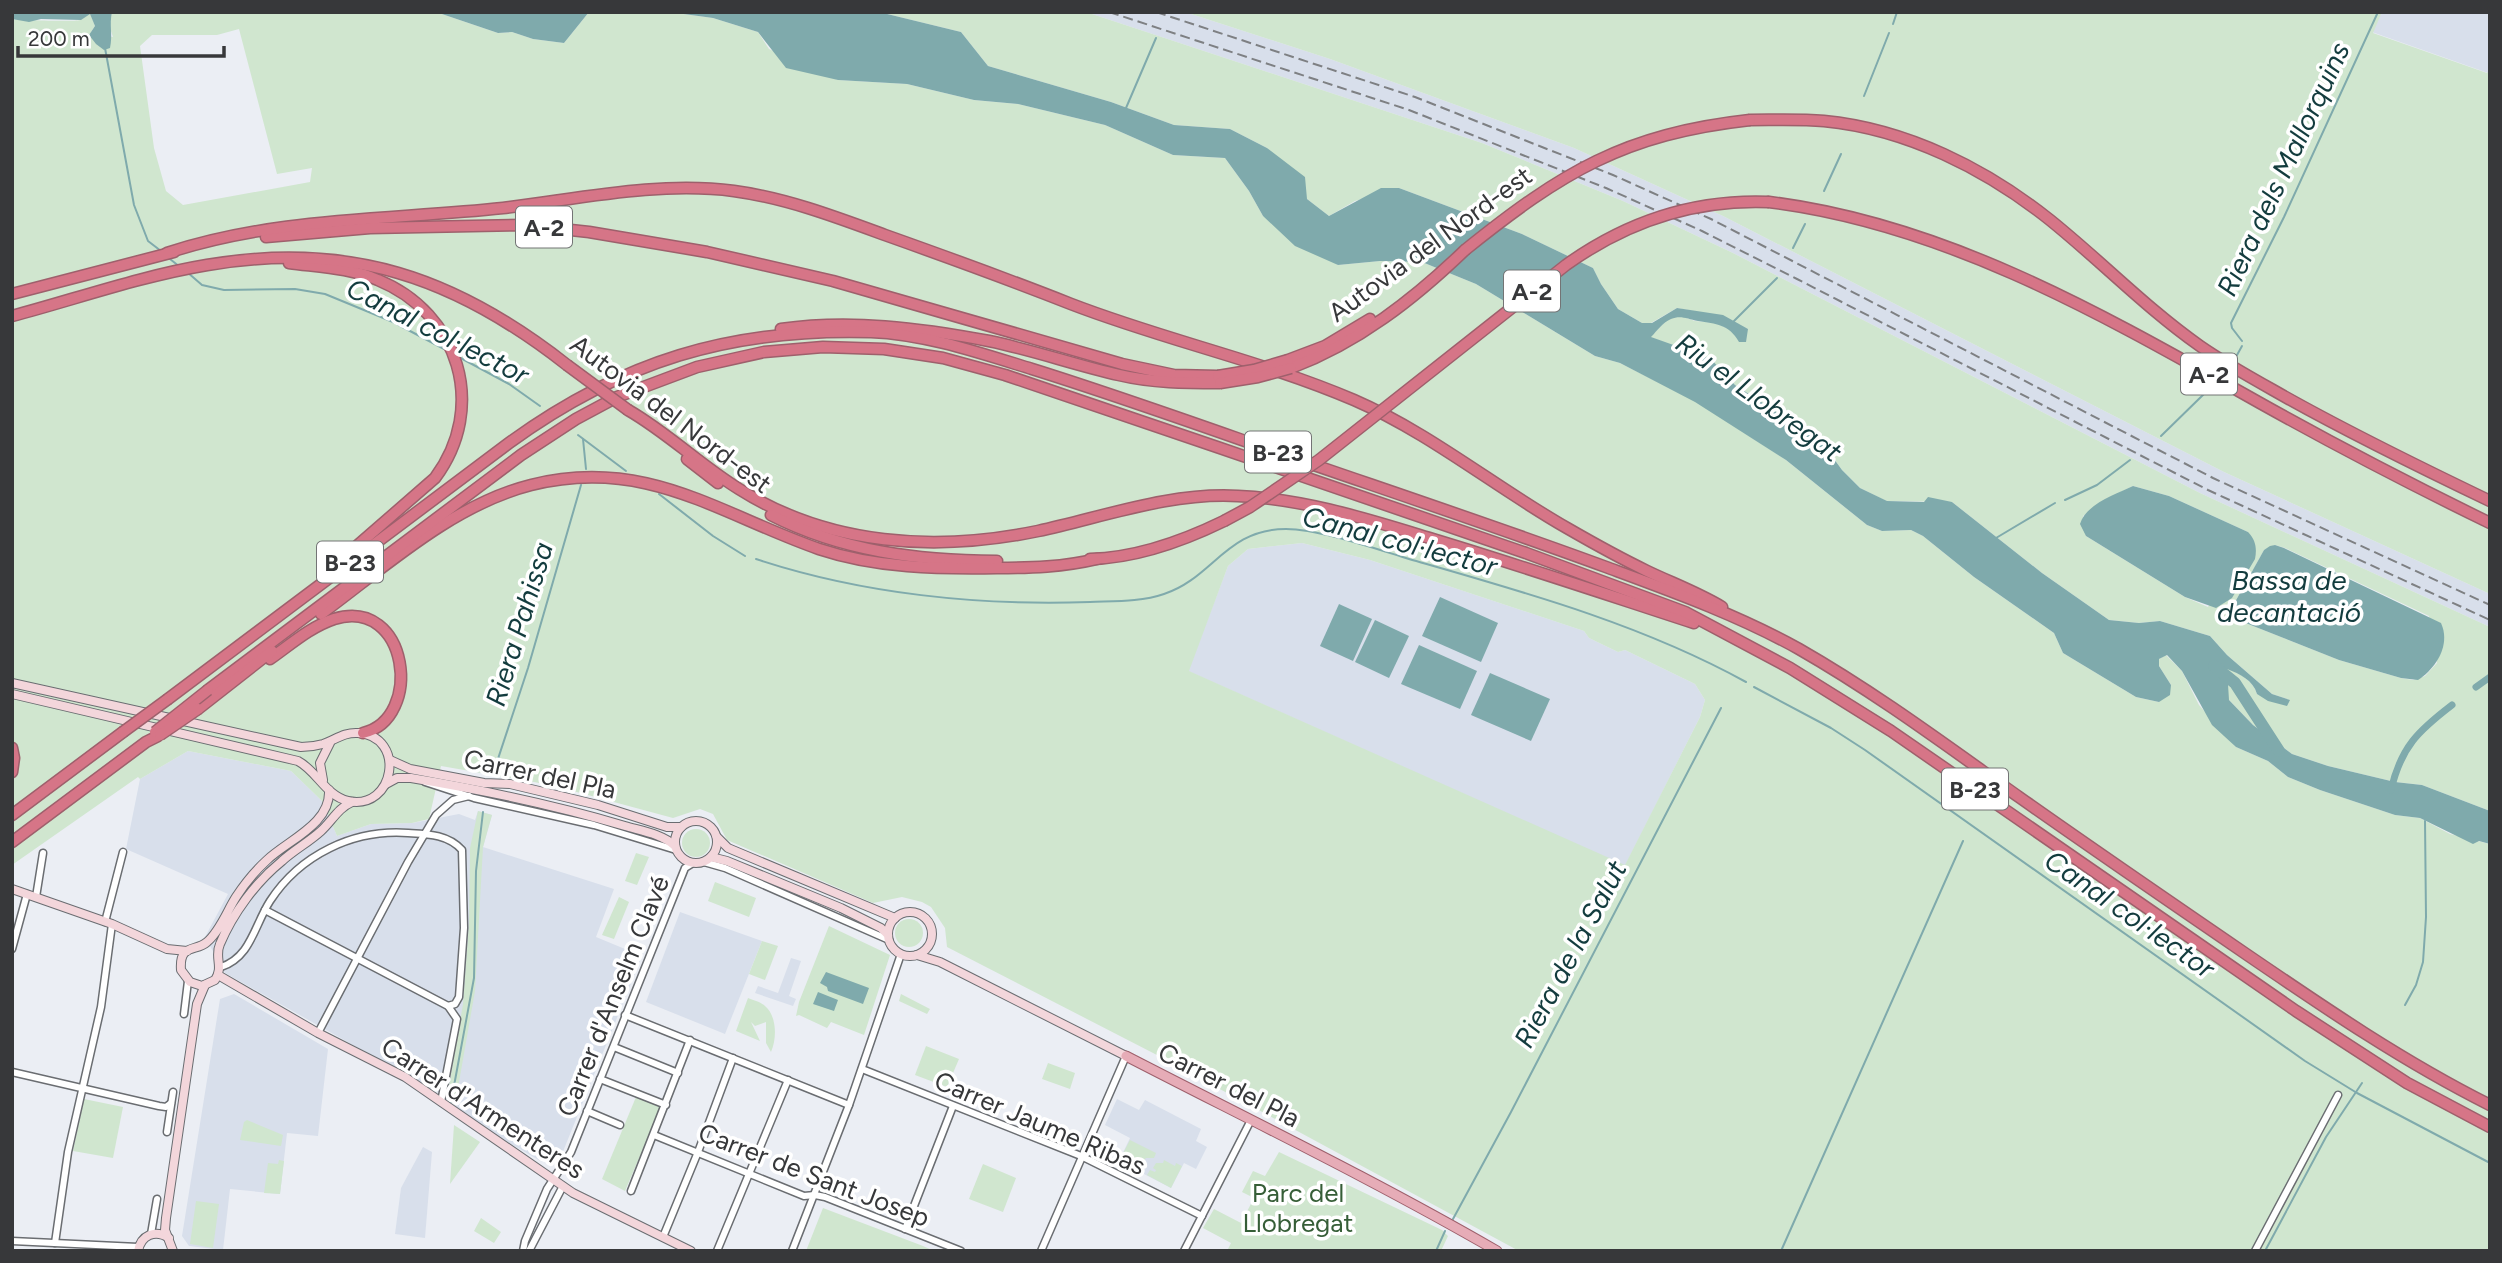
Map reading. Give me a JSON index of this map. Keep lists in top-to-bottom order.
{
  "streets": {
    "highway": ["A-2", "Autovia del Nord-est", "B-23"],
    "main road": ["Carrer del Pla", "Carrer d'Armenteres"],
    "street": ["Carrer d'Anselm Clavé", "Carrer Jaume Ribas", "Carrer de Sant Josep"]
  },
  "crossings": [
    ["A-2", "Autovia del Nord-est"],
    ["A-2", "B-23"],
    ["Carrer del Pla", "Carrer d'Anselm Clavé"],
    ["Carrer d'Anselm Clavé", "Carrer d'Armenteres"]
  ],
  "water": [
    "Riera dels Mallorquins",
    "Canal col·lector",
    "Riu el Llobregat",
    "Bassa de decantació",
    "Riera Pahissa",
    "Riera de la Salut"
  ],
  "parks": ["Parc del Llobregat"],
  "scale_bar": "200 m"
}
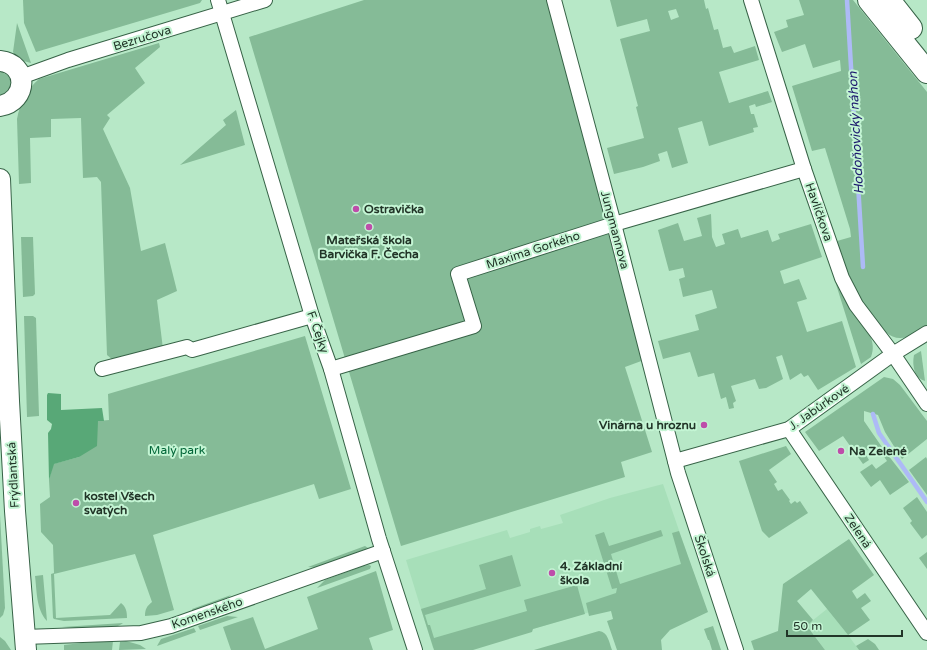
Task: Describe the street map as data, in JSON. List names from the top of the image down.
····················
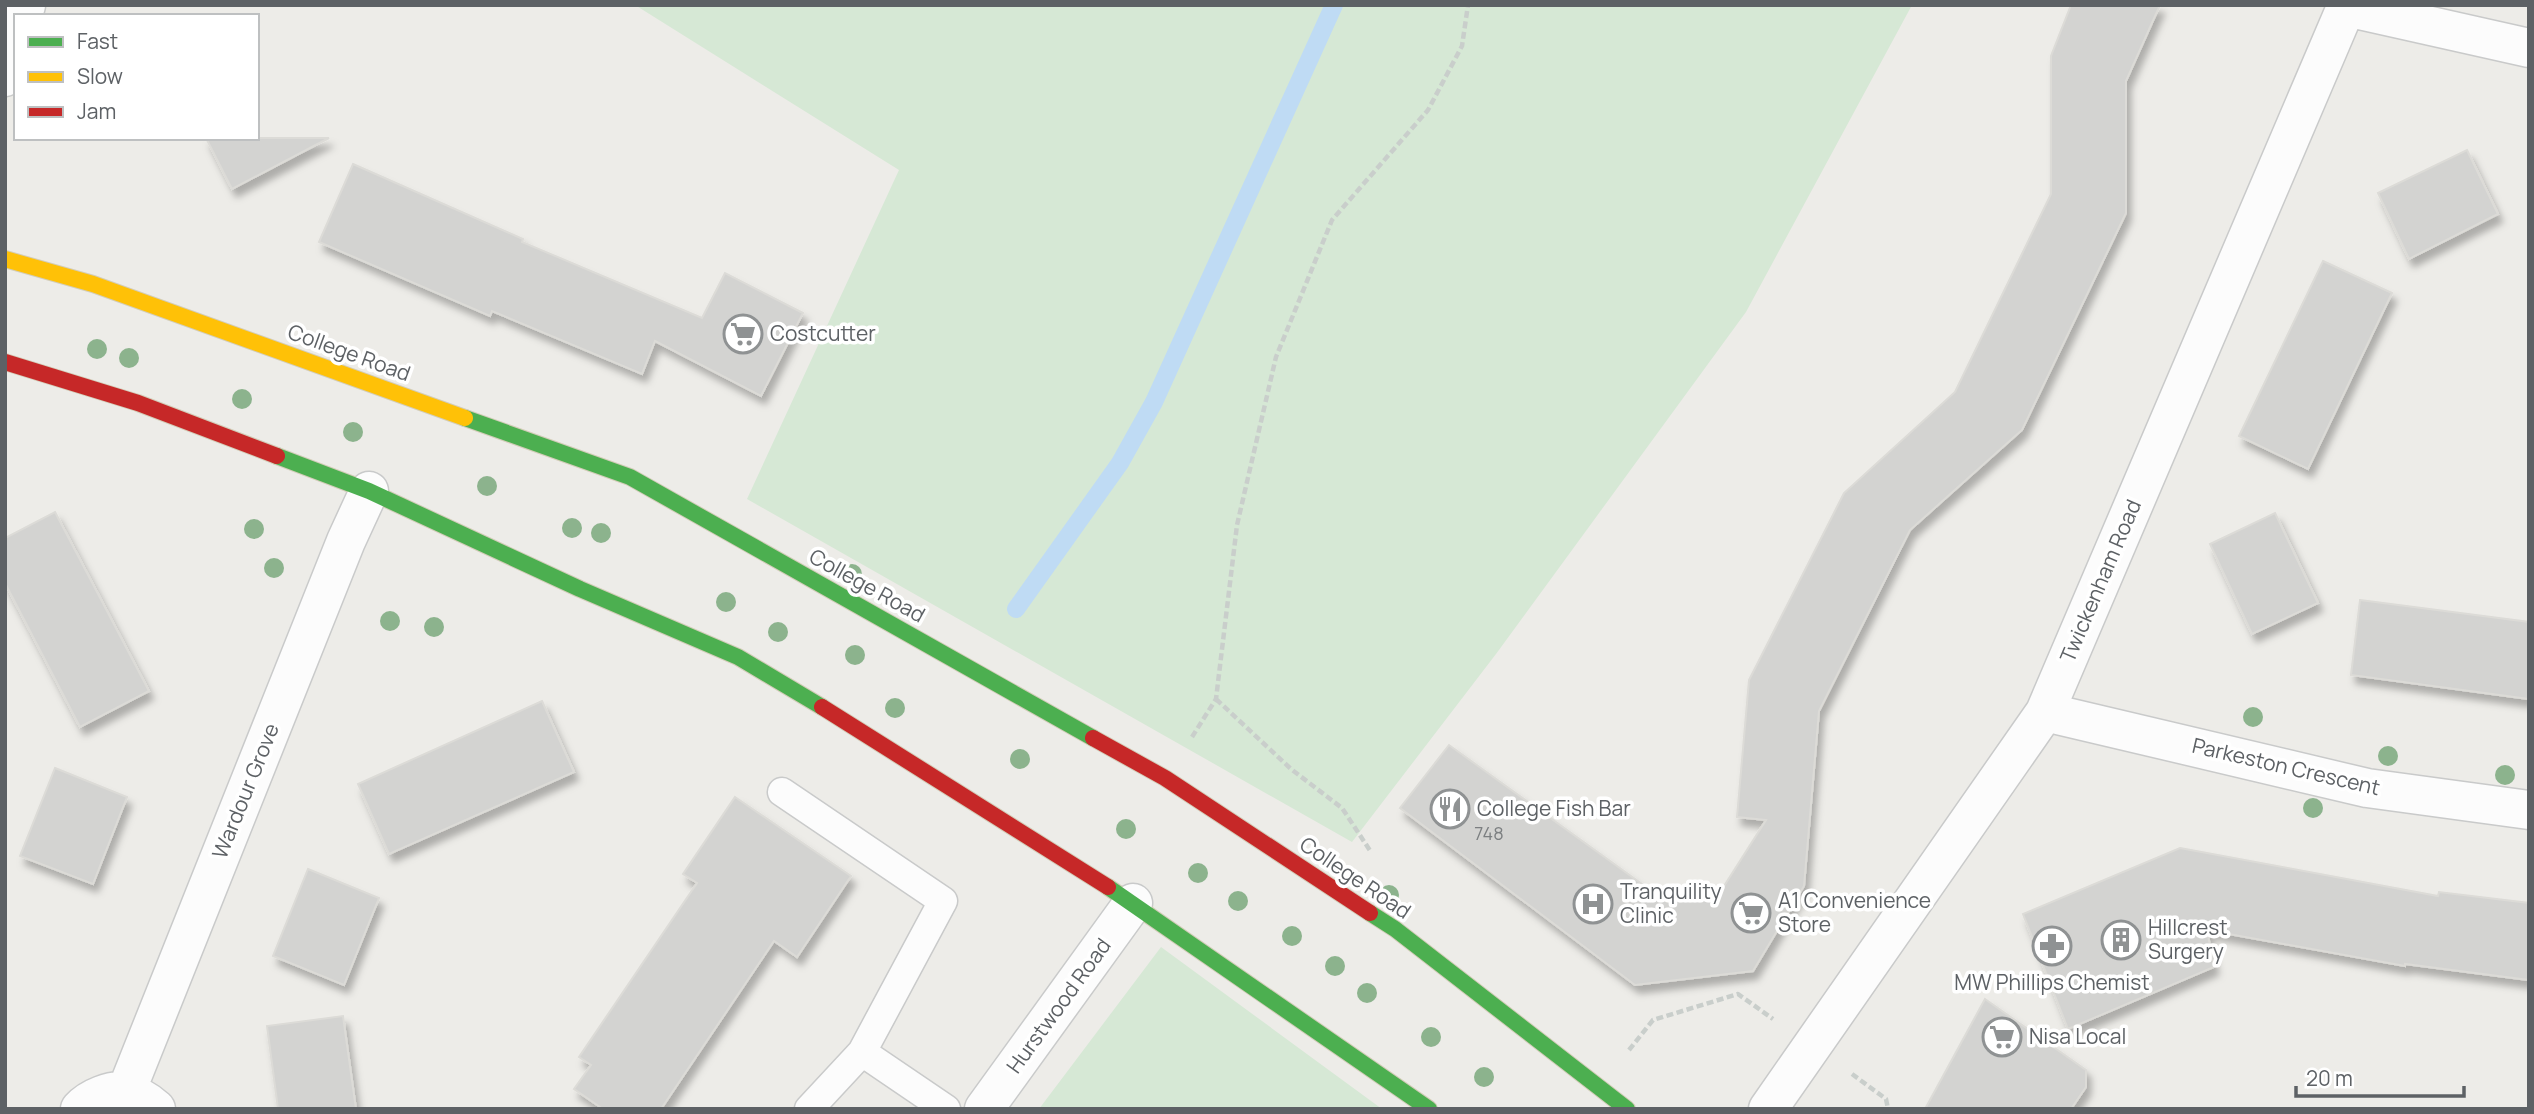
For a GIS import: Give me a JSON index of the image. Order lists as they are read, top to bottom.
····················
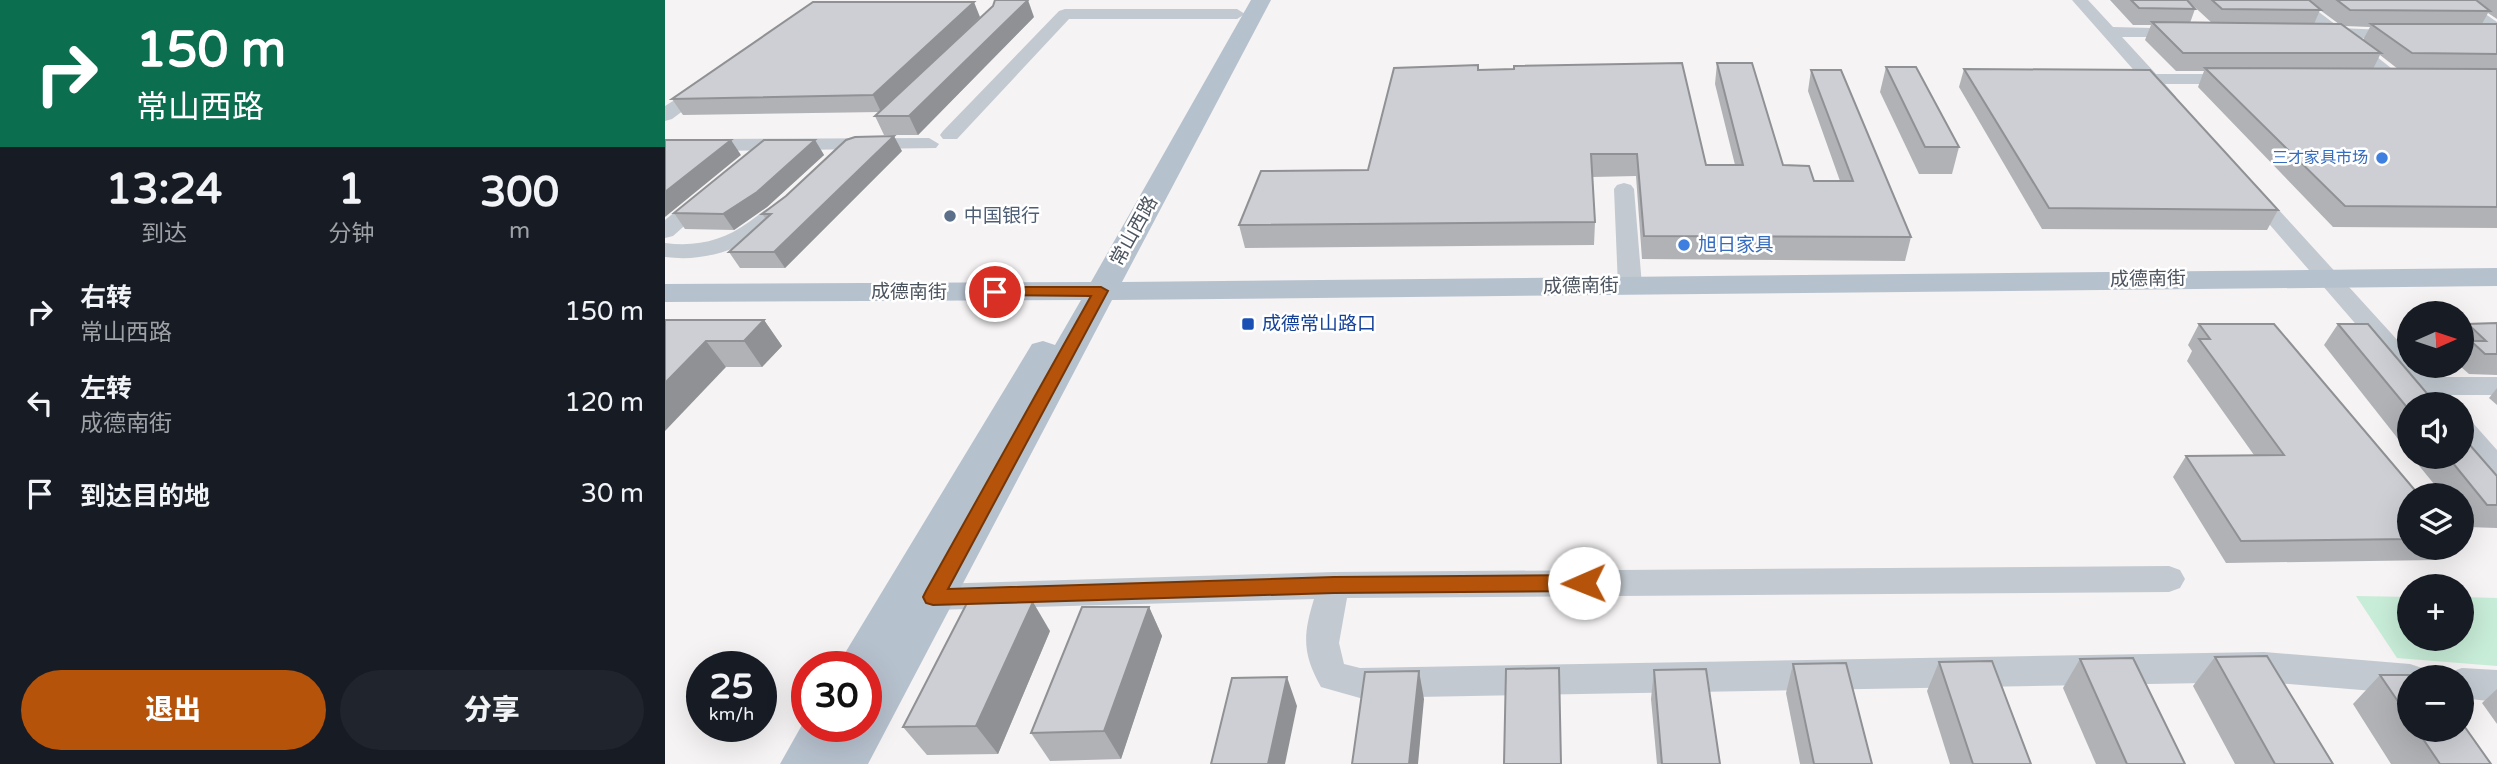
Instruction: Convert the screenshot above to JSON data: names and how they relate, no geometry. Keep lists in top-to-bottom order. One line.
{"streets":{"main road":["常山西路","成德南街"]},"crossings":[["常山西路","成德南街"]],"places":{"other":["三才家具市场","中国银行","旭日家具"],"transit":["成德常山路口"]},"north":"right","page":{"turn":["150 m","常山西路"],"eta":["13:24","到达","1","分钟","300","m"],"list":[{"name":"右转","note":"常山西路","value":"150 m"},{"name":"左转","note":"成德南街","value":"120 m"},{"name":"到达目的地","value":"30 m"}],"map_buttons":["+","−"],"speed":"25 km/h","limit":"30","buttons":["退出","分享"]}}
····················
EXERCISE
Show every line of the data in which the word "image" appears.

ANSWER FOR THIS EXERCISE
Task: Describe the street map as data, in JSON. List names from the top of the image down.
For a GIS import: Give me a JSON index of the image. Order lists as they are read, top to bottom.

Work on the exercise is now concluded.